MBL Imaging Technology Reveals Organization of Gut Bacteria

Bacteria identified in the gnotobiotic mouse colon by fluorescence in situ hybridization. The study revealed a mixed community of bacteria in the gut, rather than species congregating spatially in clusters. Photo by Jessica Mark Welch and Yuko Hasegawa, MBL.

WOODS HOLE – Disturbances in the microbiome of the human stomach are linked to different diseases, including obesity and cancer and researchers are studying the spatial organization of the nearly 1,000 species of bacteria which reside in the gut.

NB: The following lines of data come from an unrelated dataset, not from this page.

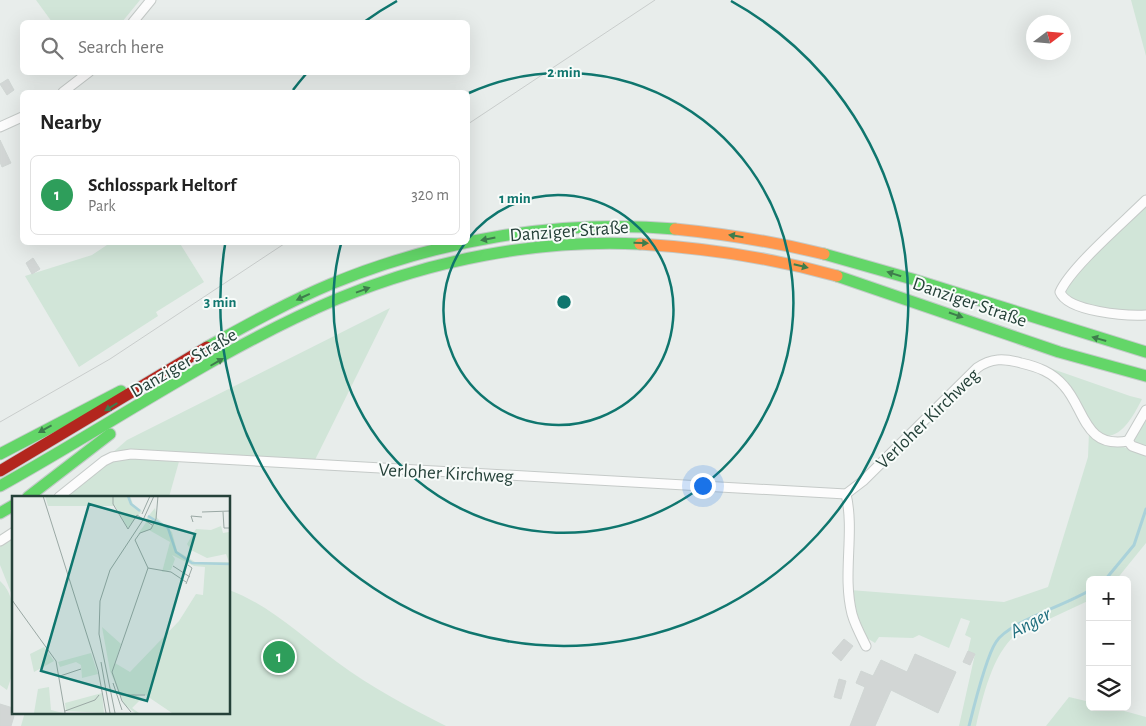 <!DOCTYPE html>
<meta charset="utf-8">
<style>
body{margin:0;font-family:"Alegreya Sans",sans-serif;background:#f2f2f2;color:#222}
.controls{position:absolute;right:15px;bottom:15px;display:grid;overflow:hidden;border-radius:8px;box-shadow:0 5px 20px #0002}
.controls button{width:45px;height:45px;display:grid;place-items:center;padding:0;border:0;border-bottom:1px solid #e0e0e0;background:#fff;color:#222;font:25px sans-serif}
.compass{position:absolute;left:1026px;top:15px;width:45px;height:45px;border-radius:50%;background:#fff;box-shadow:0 5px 20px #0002;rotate:74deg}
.you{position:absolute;left:702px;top:485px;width:18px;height:18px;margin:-12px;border:4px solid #fff;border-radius:50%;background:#1a73e8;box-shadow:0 0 0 8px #1a73e833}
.badge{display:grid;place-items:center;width:32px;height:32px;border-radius:50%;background:#697d77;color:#fff;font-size:16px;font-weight:700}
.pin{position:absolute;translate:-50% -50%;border:2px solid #fff;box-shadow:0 1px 5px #0006}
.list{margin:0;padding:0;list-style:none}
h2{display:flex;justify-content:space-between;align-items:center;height:65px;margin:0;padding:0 20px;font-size:21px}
h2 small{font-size:16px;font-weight:400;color:#767676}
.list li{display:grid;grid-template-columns:32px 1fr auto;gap:15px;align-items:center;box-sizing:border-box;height:80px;margin:0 10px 10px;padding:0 10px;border:1px solid #e0e0e0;border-radius:8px}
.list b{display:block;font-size:19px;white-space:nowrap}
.list p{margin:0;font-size:16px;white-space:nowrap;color:#767676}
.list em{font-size:16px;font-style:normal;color:#767676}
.icon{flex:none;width:28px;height:28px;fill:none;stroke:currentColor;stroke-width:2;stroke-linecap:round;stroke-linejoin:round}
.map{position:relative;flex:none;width:1146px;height:726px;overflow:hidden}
.search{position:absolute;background:#fff;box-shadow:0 5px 20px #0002;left:20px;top:20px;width:450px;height:55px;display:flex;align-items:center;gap:12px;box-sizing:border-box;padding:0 18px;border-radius:8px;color:#767676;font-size:19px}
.panel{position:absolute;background:#fff;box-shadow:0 5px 20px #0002;left:20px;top:90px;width:450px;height:155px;border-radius:8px}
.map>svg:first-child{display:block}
.green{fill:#d1e5d8}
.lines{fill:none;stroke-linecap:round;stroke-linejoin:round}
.stream{stroke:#aad2da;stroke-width:3}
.building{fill:#d2d6d5;stroke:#d0d6d4}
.street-casing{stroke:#c5cac8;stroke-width:11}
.fast-casing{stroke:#c3cbc9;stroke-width:13}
.slow-casing{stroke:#c3cbc9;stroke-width:13}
.jam-casing{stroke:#c3cbc9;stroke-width:13}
.street{stroke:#fcfcfc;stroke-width:9}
.fast{stroke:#63d668;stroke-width:11}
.slow{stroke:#ff974d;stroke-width:11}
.jam{stroke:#b3261e;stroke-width:11}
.tram{stroke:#c9cdcc;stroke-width:1}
.oneway{fill:#3e7d4c}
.ring{fill:none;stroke:#0f766e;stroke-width:2.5}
.labels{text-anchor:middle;stroke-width:4;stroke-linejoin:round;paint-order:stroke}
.street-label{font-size:19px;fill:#254139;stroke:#f7fbf9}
.water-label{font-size:20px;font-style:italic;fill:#1e6d7d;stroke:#f7fbf9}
.inset-river{fill:none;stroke:#aad2da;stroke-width:2.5}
.inset-road{fill:none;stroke:#9aa8a4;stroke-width:1}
.view{fill:#0f766e;fill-opacity:0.15;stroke:#0f766e;stroke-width:2.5}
.inset-edge{fill:none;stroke:#254139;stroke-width:2.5}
.centre{fill:#0f766e;stroke:#f7fbf9;stroke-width:2.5}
.ring-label{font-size:15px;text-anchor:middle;font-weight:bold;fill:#0f766e;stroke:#f7fbf9;stroke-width:4;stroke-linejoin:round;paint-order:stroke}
</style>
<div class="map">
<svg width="1146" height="726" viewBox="0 0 1146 726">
<rect width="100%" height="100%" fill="#e8edeb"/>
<g class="green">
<path d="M36,0H140L122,22H52Z"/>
<path d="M1131,0H1146V56Z"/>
<path d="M1146,202V313C1120,314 1084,314 1064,294L1068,281Z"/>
<path d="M179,242L204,282L156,312L158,316L79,367L25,276L92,255L110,243Z"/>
<path d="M390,308L314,462L111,454L127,440Z"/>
<path d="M1044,366L1130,396L1142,399C1134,415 1119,444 1098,434Z"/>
<path d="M1146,415V449L1137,445L1134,438Z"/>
<path d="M1089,432L1104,441L1146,454V543L1116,580H1090V600L1015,635C992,656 983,696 976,726H959L975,654L968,651L971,638L965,635L970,621L961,618L949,648L919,635L913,638L879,637L875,643L862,635L850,590L1004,602L1048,587L1088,457Z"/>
<path d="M119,457L180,458L169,497H62L94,470Z"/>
<path d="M14,534V600L0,565V544Z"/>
<path d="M0,581C14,594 14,612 14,630H10L14,669L7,690L0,685Z"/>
<path d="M229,590C270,605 302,637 337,662C371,687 408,707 446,726H21L25,712H229Z"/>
<path d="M1069,697L1090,702V707H1110L1146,717V726H1046Z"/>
</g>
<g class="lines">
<g class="stream">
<path d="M1105,580L1134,545L1146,509"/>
<path d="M969,726C974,706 986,657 996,642C1008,622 1067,605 1090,590"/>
</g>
</g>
<g class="building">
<path d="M8,79L14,90L7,95L0,84Z"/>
<path d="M0,140L11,163L2,167L0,162Z"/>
<path d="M33,258L40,269L32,274L26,263Z"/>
<path d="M844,639L853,646L841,661L832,653Z"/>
<path d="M968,651L975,654L970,665L963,662Z"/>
<path d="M915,654L956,672L938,713L891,690L875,726H850L865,687L856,683L861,671L873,676L881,660L907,672Z"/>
<path d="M839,679L846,681L841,699L834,697Z"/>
<path d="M0,704L13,708L10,715L14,716L11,726H0Z"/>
</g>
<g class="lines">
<defs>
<g id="street">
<path d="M133,22L151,0"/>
<path d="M63,92L89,72"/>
<path d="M0,127L22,117"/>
<path d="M1146,200C1124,222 1071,267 1060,292C1068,312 1127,316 1146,315"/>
<path d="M1128,441L1146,410"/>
<path d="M1128,441L1132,446L1146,451"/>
<path d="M846,494C855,533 842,574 852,614C855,625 861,636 866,646"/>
<path d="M59,497L104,461L112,457L131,454L846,494L863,481L977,368C991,358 1004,358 1021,363C1038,367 1052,372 1064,386C1085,409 1084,449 1128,441"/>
<path d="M0,541L14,532"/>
</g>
<g id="fast">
<path d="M824,254L912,279L1146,352"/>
<path d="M837,276L1059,352L1146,376"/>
<path d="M207,347C247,325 288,302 331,284C438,240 559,219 675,229"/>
<path d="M0,454L121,391"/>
<path d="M0,486C112,424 219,349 337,299C431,260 538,239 640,244"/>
<path d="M28,497L110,434"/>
<path d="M0,513L14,505"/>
</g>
<g id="slow">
<path d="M675,229C725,234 775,242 824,254"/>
<path d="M640,244C707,248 772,258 837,276"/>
</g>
<path id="jam" d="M0,471L207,347"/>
</defs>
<use href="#street" class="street-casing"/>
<use href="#fast" class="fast-casing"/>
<use href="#slow" class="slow-casing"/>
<use href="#jam" class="jam-casing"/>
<use href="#street" class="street"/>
<use href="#fast" class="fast"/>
<use href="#slow" class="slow"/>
<use href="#jam" class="jam"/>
<g class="tram">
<path d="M468,124L655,0"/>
<path d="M0,422L110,359L287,242"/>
</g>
</g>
<defs><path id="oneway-solid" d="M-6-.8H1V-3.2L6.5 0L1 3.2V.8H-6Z" transform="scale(1.25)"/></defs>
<g class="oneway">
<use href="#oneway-solid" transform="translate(736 236) rotate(-171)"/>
<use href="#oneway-solid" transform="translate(488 239) rotate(169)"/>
<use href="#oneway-solid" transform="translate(641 243) rotate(2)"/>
<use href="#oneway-solid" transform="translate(801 266) rotate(14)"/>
<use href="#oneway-solid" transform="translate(894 274) rotate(-163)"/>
<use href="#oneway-solid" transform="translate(363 290) rotate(-20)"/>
<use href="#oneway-solid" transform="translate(303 297) rotate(155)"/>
<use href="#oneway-solid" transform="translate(956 315) rotate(19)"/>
<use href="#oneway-solid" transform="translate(1099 339) rotate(-164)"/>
<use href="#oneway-solid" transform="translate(217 362) rotate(-30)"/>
<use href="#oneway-solid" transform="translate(111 407) rotate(148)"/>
<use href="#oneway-solid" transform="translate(45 429) rotate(151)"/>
</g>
<g class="ring">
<path d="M468 239A115 115 0 1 1 465 243"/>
<path d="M469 93A230 230 0 1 1 341 244"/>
<path d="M293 90A344 344 0 0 1 306 74M364 22A344 344 0 0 1 397 1M731 1A344 344 0 1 1 225 245"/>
</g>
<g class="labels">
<g class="street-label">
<text transform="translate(569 230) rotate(-4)" y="7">Danziger Straße</text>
<text transform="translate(970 301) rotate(19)" y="7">Danziger Straße</text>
<text transform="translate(183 362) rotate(-30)" y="7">Danziger Straße</text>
<text transform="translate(927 418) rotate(-44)" y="7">Verloher Kirchweg</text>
<text transform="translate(446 472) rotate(3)" y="7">Verloher Kirchweg</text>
</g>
<g class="water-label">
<text transform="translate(1030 622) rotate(-28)" y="7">Anger</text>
</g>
</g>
<g transform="translate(12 496)">
<rect width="218" height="218" fill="#e8edeb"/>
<path d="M33,0H118L121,8L130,15L116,32L103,10H36ZM143,12L145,22L160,36L165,55L183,66H217L214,58L195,62L179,54L175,48L184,33L199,34L209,30L211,37L217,36V217H160L132,198H122L130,202L120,212L127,217H123L112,208L98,175L90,131L109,148L103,167L118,176L167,125L184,98L191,99L193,71L182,70L160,59L163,63L159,74L150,76L158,46L137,34L126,38L135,25L139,31L140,28L134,23ZM32,151L42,165L22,176L18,158ZM79,157L86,178L70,182L69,169L64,166L48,171L46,166ZM37,191L39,214L51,217H22L26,193ZM90,197L92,217L54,215L53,207Z" fill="#d1e5d8"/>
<path class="inset-river" d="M116,0L119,8L128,15M136,20L156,32L164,56L180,67L218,68"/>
<path class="inset-road" d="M31,0L86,174L94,217M101,0V8L116,33L125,19L140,29M190,16L218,15M211,16L212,32H217M130,18L138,0M181,26L179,20L190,21M161,70L178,81M136,72L159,76M159,76L174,86M174,88L180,72L176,69M0,104L44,165L53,217M89,166L98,217M48,180L69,173M101,187L110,214M108,199H133M53,215L83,204L87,199M119,216L110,205L100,176L136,72L123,44L128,37L139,33L144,23L146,0M103,217L87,138L88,105L98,74L131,24L142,0"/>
<path class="view" d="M77,8L183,38L135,205L29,175Z"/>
<rect width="218" height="218" class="inset-edge"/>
</g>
<circle cx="564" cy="302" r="8" class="centre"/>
<g class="ring-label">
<text x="564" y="77">2 min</text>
<text x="515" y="203">1 min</text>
<text x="220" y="307">3 min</text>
</g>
</svg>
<div class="controls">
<button>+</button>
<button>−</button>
<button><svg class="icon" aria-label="layers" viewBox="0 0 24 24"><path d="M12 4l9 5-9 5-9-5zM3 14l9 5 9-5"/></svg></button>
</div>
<svg class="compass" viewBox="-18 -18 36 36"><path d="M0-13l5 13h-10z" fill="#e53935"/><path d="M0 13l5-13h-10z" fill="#767676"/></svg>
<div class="you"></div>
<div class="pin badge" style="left:279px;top:657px;background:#2e9e5b">1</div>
<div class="search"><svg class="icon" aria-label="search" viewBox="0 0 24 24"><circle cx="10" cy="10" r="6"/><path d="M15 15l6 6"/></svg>Search here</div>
<section class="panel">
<h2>Nearby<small></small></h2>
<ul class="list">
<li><span class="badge" style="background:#2e9e5b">1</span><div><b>Schlosspark Heltorf</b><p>Park</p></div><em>320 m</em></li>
</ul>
</section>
</div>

Scientists from the Marine Biological Laboratory in Woods Hole, the Forsyth Institute and Washington University in Saint Louis have published a collaborative study last week in “Proceedings of the National Academy of Sciences” after establishing a simplified model human gut microbiome in germ-free mice.

The study revealed the organization of 15 bacterial species typically abundant in the human gut using imaging technologies developed at the MBL.

Jessica Mark Welch, the lead author of the study, said researchers thought they would see clusters of bacteria, with some species gathering around food particles and others being abundant in the mucus layer of the gut.

Instead the imaging revealed a mixed community, where each bacterial cell tended to reside next to cells of a different species.

Welch said this suggests the host organism is mixing the microbes and preventing large clusters of single types of bacteria from forming, creating an evolutionarily stable microbial community.

Studying the spatial organization of microbiomes is a new field of study that the MBL is pioneering through their imaging technology.

The study in the gut contrasts with results in a prior study of human dental plaque, which saw highly organized groupings of bacterial species.